New Job Workshop

New Job Workshop Launched

Trust and mutual respect are the cornerstones every Wednesday, when refugees, asylum seekers and other interns in Trampoline House move closer to the job market.

By Signe Markvard, Communications Intern

Everyone who comes to Trampoline House now have the possibility to get help to find a job. Every Wednesday at 10am–12pm, volunteer job counselors arrange a job workshop that will strengthen the participants in their pursuit of the job market. The workshop covers all the different steps in the job application process, from writing a CV to finding work.

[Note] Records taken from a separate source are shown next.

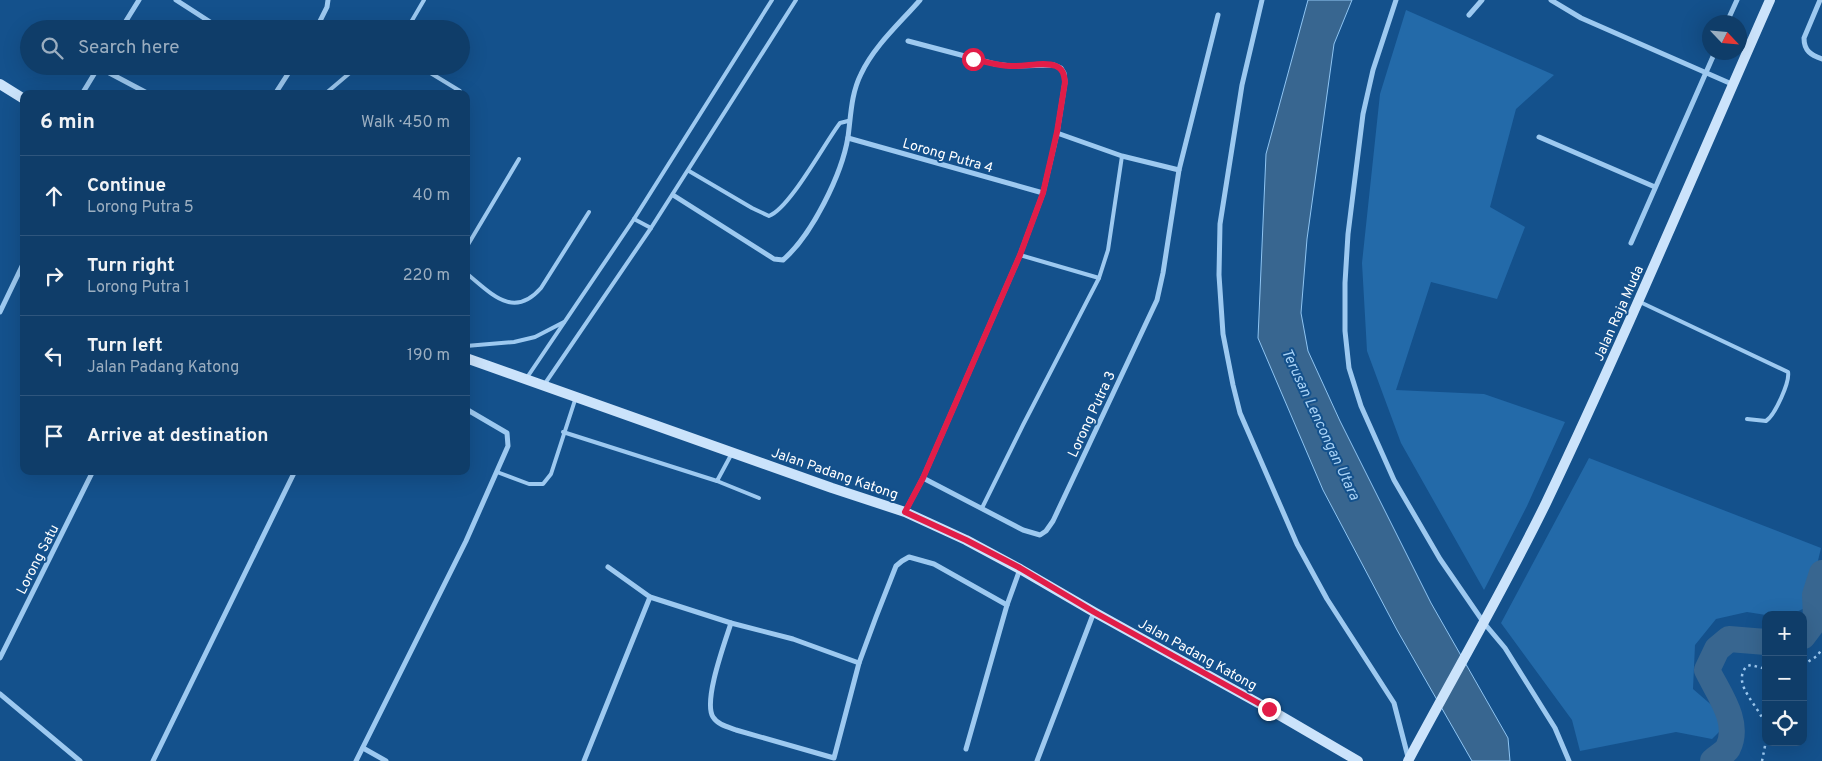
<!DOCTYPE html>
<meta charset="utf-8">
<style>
:root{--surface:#0f3d69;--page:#18446f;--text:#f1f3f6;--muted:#9baec0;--line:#2f567d}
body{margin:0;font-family:Overpass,sans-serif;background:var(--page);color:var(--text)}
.controls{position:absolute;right:15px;bottom:15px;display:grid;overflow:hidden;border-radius:10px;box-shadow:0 5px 20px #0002}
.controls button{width:45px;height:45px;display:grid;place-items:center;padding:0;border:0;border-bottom:1px solid var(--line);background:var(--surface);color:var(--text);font:25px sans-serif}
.compass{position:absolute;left:1702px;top:15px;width:45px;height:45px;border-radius:50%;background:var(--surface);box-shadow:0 5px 20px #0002;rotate:116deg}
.stop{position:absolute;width:15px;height:15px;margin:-11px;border:4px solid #e11d48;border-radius:50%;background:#fff}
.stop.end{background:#e11d48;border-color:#fff;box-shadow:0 1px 5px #0008}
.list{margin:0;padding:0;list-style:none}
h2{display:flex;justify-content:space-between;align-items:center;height:65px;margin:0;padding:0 20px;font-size:21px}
h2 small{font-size:16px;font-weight:400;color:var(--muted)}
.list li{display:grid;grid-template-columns:32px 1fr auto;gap:15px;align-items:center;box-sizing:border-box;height:80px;padding:0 20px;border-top:1px solid var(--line)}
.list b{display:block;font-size:19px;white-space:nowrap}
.list p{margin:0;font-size:16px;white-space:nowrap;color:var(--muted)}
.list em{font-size:16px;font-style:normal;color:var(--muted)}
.icon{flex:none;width:28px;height:28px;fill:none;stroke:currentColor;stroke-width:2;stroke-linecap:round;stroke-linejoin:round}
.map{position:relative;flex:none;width:1822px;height:761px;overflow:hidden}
.search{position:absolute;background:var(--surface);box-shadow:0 5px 20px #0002;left:20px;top:20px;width:450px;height:55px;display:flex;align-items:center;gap:12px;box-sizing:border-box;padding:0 18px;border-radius:28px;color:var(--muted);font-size:19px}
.panel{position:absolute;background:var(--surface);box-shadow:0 5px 20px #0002;left:20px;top:90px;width:450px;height:385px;border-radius:10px}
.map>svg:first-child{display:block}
.green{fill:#236aa9}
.water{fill:#386690;stroke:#8fc5f3}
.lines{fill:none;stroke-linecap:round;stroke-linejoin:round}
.river{stroke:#386690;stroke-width:26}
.path{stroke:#9dc9f0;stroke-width:2.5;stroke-dasharray:2.5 4;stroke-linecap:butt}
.lane{stroke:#9dc9f0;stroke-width:4}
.street{stroke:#9dc9f0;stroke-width:5}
.secondary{stroke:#cbe3fb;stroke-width:10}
.route{stroke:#e11d48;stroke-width:6}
.labels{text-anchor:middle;stroke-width:4;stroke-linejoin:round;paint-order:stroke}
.street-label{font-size:14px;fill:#fff;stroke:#14518c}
.water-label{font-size:15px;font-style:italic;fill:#a9d3f7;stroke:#14518c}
</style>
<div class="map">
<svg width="1822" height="761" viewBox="0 0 1822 761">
<rect width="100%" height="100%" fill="#14518c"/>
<g class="green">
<polygon points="1406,10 1554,75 1516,109 1490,207 1525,227 1497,299 1431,282 1396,390 1484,394 1565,422 1527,506 1484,590 1401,443 1367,351 1362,263 1380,94"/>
<polygon points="1589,458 1821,548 1807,607 1790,615 1766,615 1747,612 1716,619 1695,645 1693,689 1730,721 1712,739 1676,732 1580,751 1572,720 1501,623"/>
</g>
<polygon class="water" points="1308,0 1352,0 1334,44 1307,239 1301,313 1308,351 1340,421 1431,603 1508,738 1510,761 1472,761 1397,630 1323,490 1258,338 1266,154"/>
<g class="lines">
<g class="river">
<polyline points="1803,636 1816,619 1815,595 1822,573"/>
<path d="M1713,761C1717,757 1725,753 1728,748C1741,722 1718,693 1707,670L1717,649L1729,639L1766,642"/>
</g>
<g class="path">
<polyline points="1803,665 1817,656 1822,649"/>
<path d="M1762,761C1764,750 1768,737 1765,725C1760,706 1730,684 1747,666L1751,665L1766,669"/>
</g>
<g class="lane">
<polyline points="407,29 424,0"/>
<polyline points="419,66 460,91"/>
<polyline points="325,94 358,66"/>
<path d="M689,171L752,208L769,216C790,208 824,144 840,123L848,121"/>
<polyline points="634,219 651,228"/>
<polyline points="466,248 519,159"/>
<polyline points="1020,255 1099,278"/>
<path d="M466,273C491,293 513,320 541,288L589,212"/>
<path d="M1640,302L1788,372C1790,382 1775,415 1766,421L1747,419"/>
<polyline points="466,346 514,342 535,337 564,322"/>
<polyline points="526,379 634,219 772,0"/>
<polyline points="544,385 651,228 796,0"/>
<polyline points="563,432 717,481 731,455"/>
<polyline points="497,472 529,484 543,484 551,474 576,397"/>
<polyline points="717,481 759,498"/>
<polyline points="982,508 1023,425 1099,278 1108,250 1122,156"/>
</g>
<g class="street">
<polyline points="176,0 221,29"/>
<polyline points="1262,0 1242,85 1220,224 1219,275 1223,334 1233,385 1240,413 1297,544 1327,599 1394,703 1408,757"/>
<polyline points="1396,0 1373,70 1363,114 1348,234 1345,283 1345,331 1349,368 1361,406 1394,480 1440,559 1484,623 1505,648 1555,728 1569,761"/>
<polyline points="1551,0 1581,18 1734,85"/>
<path d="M1820,0L1804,38C1804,51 1811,55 1822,59"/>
<polyline points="1469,15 1482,0"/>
<polyline points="1727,22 1737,0"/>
<polyline points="121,29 139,0"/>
<polyline points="316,29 327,7 328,0"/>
<polyline points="98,67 149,94"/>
<polyline points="82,94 99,66"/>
<polyline points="275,94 293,66"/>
<polyline points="1539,137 1655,187"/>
<polyline points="848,138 1043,193"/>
<polyline points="1179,170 1218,15"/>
<path d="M673,195L774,259L783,260C812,235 842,174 848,137C851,115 851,94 861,74C874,46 900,23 920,0"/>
<polyline points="1631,243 1715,52"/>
<polyline points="0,312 24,262"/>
<polyline points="923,478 1023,530 1040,535 1046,531 1053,521 1157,300 1163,273 1179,170 1122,156 1057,133"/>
<polyline points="905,512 923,478 1020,255 1043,193 1057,133 1065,82 1064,73 1061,68 1054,65 1011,66 995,64 908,41"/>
<polyline points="608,567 650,597 731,623 793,639 859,663"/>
<path d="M731,623C725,642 703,701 713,717C718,725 728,727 736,730L834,758L859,663L876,617L896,566L902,561L909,557L934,564L1007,605"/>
<polyline points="0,658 93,471"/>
<polyline points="0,694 80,761"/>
<polyline points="363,748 386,761"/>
<polyline points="966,749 1007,605 1020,569"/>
<polyline points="153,761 295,471"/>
<polyline points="356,761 466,541 508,446 507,433 466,409"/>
<polyline points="584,761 650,597"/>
<polyline points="1037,761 1094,612"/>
</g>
<g class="secondary">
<polyline points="0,84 24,99"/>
<polyline points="466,358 832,488 905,512 966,540 1020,569 1094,612 1269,709 1358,761"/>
<path d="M1408,761C1454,675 1503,591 1546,503C1625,337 1696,168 1770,0"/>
</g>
</g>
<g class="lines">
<path class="route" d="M973,59C986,62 999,66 1012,66C1025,67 1044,61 1056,66C1063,69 1064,74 1065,82L1057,132L1043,193L1020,255L923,478L905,512L966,540L1020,568L1094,612L1269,709"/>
</g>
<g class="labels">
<g class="street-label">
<text transform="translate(948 155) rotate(16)" y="5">Lorong Putra 4</text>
<text transform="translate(1618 313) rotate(-66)" y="5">Jalan Raja Muda</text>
<text transform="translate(1091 414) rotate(-65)" y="5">Lorong Putra 3</text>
<text transform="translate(835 473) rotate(19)" y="5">Jalan Padang Katong</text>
<text transform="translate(37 559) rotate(-63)" y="5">Lorong Satu</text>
<text transform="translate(1198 654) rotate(29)" y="5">Jalan Padang Katong</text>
</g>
<g class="water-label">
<text transform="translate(1321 424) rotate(65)" y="5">Terusan Lencongan Utara</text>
</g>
</g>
</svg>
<div class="controls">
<button>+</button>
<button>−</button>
<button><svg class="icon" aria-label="locate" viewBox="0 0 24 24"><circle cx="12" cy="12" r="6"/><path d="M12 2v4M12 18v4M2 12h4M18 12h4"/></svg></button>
</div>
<svg class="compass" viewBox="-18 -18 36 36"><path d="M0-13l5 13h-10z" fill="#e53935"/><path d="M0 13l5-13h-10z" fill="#9baec0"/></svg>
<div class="stop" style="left:973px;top:59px"></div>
<div class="stop end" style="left:1269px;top:709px"></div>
<div class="search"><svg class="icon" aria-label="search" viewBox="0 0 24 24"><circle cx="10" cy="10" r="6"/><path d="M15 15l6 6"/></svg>Search here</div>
<section class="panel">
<h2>6 min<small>Walk · 450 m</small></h2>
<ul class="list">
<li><svg class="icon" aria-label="ahead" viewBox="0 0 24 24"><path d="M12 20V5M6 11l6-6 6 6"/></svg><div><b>Continue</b><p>Lorong Putra 5</p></div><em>40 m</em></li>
<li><svg class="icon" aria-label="right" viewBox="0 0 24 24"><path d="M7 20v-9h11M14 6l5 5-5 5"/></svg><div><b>Turn right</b><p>Lorong Putra 1</p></div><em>220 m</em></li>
<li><svg class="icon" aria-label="left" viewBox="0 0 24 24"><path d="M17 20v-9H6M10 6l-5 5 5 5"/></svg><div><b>Turn left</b><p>Jalan Padang Katong</p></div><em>190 m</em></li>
<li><svg class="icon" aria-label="arrive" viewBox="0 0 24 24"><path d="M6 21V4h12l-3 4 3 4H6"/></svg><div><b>Arrive at destination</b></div></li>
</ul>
</section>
</div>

Marco Ibrahim, 46 years old, is a refugee from Somalia and one of the participants in the workshop. Only two months after coming to Denmark, the municipality sent her to do ‘praktik’ (job internship) at a large Danish company. The work consisted of collecting wires.

Marco is one of the participants in Trampoline House’s job workshop. Photo: Alina Strileckis

Marco is one of the participants in Trampoline House’s job workshop. Photo: Alina Strileckis

- I hope that the job workshop in Trampoline House can be a step on the road towards a job that better matches who I am, says Marco.

Her wish is to find work in a kindergarten in Denmark one day.

The dream of work

- The refugees and asylum seekers that we meet wish to work. To be allowed to integrate in the Danish society and support themselves without having to be part of the many systems that asylum seekers in Denmark are subject to, says Louise Østerlund, who is a volunteer project and job consultant in Trampoline House and teaches the job workshop.

According to Louise, it is of great significance that the teaching and guidance takes place in Trampoline House, where asylum seekers and refugees themselves are an active part of the community.

- How do we strengthen the person sitting in front of us in the best way possible? In order to find out, we need to get to know each other first, she says.

Therefore, the workshop makes time for the personal meeting at the workshop. 

- Many refugees carry with them some harsh experiences. Maybe one of the participants seems absent-minded, but maybe it’s in fact because they’re worrying about their child being on their own in the home country. The participant needs a job in order to pay for the child to come here.

At the workshop, the teachers listen to the participants’ own job wishes, ask about their dreams, and map out which skills they already have and what they might need. On these grounds, they try to create an image that is realistic, both in terms of the participants’ current situation and regarding the job market.

- Of course, my hope is that the participants at the workshop find work. That they get a clearer and more specific understanding of their skills and wishes concerning future employment. And eventually get a clear idea of which steps they need to take in order to get the job they want, she says.

The job workshop is a part of Trampoline House’s project ‘Next Practice,’ which maps refugees’ and asylum seekers’ skills and matches them with Trampoline House’s network of Danish companies that are looking to expand their work force. The project is supported by TrygFonden and The Tuborg Foundation.